In Bergzabern wurde die Synagoge ausgeräumt. Sie soll niedergelegt werden. Die Synagoge Albersweiler entging der Zerstörung, weil sie sich seit Oktober 1938 im Eigentum der Gemeinde befindet. In Billigheim und Ingenhofen brannten die Synagogen vollständig aus.

Einige Wohnungen in Bergzabern, Billigheim und Ingenheim wurden demoliert. An den anderen Orten wurden die Wohnungen verschlossen, versiegelt und die Schlüssel auf dem Bürgermeisteramt hinterlegt.

Beschädigungen von Geschäften fanden nur in kleinstem Umfang statt.

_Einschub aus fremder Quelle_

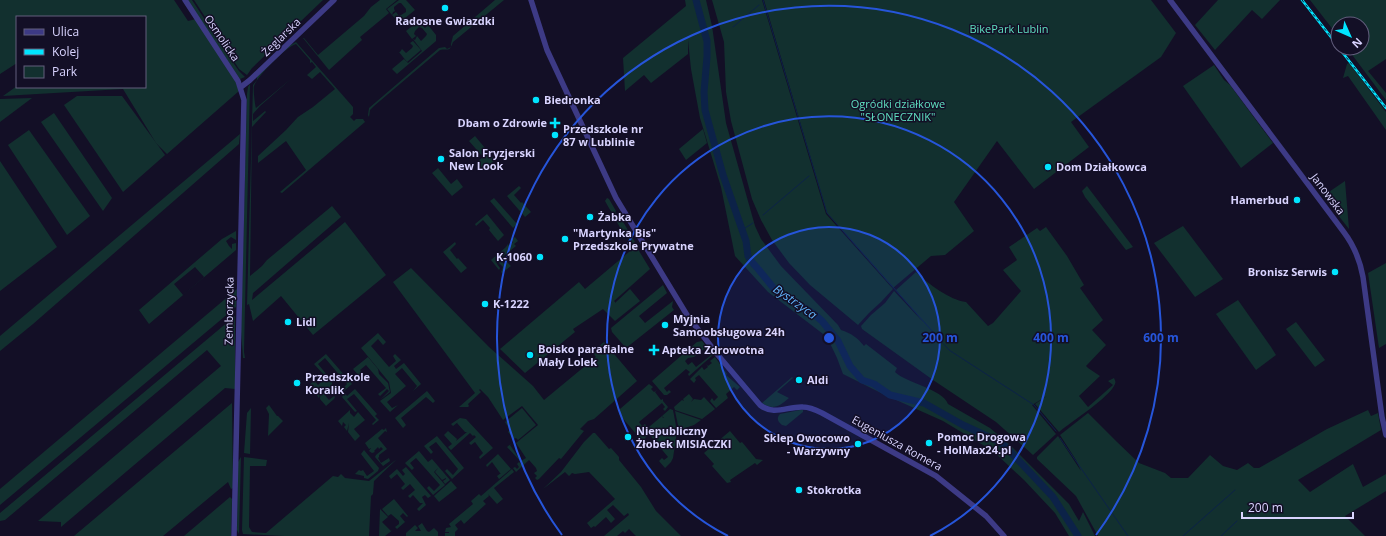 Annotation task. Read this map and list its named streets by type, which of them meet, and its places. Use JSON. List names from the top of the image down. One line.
{"streets":{"street":["Żeglarska","Osmolicka","Janowska","Zemborzycka","Eugeniusza Romera"]},"crossings":[["Żeglarska","Osmolicka"],["Żeglarska","Zemborzycka"],["Osmolicka","Zemborzycka"]],"water":["Bystrzyca"],"parks":["BikePark Lublin","Ogródki działkowe \"SŁONECZNIK\""],"places":{"other":["Radosne Gwiazdki","Biedronka","Przedszkole nr 87 w Lublinie","Salon Fryzjerski New Look","Dom Działkowca","Hamerbud","Żabka","\"Martynka Bis\" Przedszkole Prywatne","K-1060","Bronisz Serwis","K-1222","Lidl","Myjnia Samoobsługowa 24h","Boisko parafialne Mały Lolek","Aldi","Przedszkole Koralik","Niepubliczny Żłobek MISIACZKI","Pomoc Drogowa - HolMax24.pl","Sklep Owocowo - Warzywny","Stokrotka"],"health":["Dbam o Zdrowie","Apteka Zdrowotna"]},"legend":["Ulica","Kolej","Park"],"scale_bar":"200 m","north":"bottom right","rings":["200 m","400 m","600 m"]}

Plünderungen sind keine gemeldet.

Bemerkenswert ist die Disziplin des Volkes in Ingenheim gewesen, die Zigarrenfabrik des Juden Fried sollte zerstört werden. Als jedoch die Menge erfuhr, daß die Fabrik in arische Hände übergegangen sei, ließ sie sofort von ihrem Vorhaben ab.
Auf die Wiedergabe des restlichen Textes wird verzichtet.